[Collected data]
....

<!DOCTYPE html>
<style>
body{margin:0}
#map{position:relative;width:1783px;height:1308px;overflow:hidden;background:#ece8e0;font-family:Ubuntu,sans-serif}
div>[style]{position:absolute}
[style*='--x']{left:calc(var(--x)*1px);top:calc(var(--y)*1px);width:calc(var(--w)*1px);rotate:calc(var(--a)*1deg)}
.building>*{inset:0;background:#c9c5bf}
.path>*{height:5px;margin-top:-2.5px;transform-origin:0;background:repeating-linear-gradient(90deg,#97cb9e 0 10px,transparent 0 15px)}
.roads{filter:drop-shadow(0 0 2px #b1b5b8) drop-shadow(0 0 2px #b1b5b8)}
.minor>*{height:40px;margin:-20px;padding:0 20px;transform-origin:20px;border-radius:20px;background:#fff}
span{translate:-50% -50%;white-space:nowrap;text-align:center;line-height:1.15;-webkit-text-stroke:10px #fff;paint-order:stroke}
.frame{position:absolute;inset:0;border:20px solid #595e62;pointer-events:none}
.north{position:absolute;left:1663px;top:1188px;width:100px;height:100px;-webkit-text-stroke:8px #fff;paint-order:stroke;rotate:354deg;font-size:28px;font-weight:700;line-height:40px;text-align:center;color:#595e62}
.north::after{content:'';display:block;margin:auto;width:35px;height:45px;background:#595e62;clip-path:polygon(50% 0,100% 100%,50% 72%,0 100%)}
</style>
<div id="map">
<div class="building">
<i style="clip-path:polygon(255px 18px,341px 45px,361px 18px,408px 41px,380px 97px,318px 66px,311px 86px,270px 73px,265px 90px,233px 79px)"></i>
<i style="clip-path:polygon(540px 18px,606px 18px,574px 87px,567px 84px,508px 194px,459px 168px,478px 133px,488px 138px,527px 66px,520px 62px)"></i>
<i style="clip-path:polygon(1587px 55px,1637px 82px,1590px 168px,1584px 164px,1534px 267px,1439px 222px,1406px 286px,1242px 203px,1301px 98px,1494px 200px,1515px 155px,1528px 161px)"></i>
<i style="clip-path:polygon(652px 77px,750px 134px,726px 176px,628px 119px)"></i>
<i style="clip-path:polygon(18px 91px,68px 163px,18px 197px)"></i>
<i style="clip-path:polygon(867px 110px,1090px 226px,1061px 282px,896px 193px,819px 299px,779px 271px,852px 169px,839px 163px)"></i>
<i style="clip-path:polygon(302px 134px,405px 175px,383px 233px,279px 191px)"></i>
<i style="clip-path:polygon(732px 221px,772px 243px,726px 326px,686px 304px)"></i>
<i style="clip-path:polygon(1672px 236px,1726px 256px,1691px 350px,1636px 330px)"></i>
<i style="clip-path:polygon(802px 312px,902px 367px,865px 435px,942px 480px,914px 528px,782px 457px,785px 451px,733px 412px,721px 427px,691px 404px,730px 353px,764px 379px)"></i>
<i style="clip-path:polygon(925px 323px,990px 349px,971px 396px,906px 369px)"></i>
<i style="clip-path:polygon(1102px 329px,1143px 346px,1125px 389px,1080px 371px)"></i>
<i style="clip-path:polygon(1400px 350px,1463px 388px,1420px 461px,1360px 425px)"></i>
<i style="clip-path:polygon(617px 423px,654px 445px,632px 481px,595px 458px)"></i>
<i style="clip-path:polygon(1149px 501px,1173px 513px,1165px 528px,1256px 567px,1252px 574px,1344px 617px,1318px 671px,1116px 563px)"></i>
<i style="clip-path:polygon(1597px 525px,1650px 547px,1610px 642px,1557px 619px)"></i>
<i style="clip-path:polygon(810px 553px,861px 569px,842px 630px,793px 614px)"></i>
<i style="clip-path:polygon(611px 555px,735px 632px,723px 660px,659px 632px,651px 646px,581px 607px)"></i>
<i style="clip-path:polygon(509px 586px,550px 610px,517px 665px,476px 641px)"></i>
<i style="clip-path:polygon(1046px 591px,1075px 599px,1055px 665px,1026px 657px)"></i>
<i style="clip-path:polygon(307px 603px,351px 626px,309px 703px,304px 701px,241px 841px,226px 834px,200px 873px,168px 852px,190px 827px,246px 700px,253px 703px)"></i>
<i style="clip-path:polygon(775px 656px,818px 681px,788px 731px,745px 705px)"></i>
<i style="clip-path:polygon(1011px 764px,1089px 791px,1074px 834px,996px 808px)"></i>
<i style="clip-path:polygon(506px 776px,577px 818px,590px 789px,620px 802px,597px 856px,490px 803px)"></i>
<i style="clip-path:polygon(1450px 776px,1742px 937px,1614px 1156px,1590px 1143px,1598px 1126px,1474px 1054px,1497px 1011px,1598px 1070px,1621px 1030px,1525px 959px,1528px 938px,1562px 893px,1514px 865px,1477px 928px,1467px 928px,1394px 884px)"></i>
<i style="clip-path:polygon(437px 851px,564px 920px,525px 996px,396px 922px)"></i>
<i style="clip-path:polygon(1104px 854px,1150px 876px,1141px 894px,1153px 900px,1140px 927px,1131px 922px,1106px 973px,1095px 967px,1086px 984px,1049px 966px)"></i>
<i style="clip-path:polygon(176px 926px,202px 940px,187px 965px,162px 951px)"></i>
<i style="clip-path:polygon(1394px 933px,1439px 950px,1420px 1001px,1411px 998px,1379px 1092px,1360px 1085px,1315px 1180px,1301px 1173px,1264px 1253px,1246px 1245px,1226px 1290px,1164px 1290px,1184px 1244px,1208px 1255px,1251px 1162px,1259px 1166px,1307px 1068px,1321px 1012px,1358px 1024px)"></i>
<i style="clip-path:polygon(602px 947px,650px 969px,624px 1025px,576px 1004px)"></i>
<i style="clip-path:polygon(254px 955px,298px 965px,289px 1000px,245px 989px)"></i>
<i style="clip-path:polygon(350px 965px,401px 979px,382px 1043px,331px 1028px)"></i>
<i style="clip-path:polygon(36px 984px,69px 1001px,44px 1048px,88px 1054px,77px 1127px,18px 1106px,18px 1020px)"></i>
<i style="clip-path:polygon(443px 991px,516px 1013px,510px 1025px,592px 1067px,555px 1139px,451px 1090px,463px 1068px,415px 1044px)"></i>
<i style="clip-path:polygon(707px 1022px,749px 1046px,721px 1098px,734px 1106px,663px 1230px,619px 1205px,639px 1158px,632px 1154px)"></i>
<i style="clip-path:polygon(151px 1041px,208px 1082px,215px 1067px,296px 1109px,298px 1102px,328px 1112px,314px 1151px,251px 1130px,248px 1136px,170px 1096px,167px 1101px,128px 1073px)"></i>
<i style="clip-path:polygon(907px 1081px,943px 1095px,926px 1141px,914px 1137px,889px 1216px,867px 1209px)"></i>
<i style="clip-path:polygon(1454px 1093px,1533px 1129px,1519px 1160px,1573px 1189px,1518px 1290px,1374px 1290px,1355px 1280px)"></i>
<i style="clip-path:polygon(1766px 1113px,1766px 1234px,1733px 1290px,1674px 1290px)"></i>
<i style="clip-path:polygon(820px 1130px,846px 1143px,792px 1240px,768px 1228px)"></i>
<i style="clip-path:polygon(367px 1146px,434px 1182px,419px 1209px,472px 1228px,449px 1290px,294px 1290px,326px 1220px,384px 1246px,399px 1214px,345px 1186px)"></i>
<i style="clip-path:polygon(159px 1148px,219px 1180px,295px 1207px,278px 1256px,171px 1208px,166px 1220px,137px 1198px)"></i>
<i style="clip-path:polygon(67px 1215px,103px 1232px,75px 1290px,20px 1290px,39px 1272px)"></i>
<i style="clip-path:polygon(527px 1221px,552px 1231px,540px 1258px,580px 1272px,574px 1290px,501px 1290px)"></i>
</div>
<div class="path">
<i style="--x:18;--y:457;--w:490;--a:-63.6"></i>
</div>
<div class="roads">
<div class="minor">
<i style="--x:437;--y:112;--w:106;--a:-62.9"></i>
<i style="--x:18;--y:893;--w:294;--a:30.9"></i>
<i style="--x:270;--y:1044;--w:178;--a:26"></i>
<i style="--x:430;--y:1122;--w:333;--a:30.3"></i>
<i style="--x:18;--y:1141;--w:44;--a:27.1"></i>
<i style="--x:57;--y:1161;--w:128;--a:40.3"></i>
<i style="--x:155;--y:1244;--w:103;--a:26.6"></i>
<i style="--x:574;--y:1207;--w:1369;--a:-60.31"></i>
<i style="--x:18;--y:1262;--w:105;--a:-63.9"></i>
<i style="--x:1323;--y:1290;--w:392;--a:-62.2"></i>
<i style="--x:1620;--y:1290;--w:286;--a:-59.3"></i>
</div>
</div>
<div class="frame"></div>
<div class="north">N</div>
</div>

....

> How to complete this task
Set down verbatim only the lines between the start of the data above and the line with "2px #b1b5b8) drop-shadow(0", both boundaries included.

> Answer box
<!DOCTYPE html>
<style>
body{margin:0}
#map{position:relative;width:1783px;height:1308px;overflow:hidden;background:#ece8e0;font-family:Ubuntu,sans-serif}
div>[style]{position:absolute}
[style*='--x']{left:calc(var(--x)*1px);top:calc(var(--y)*1px);width:calc(var(--w)*1px);rotate:calc(var(--a)*1deg)}
.building>*{inset:0;background:#c9c5bf}
.path>*{height:5px;margin-top:-2.5px;transform-origin:0;background:repeating-linear-gradient(90deg,#97cb9e 0 10px,transparent 0 15px)}
.roads{filter:drop-shadow(0 0 2px #b1b5b8) drop-shadow(0 0 2px #b1b5b8)}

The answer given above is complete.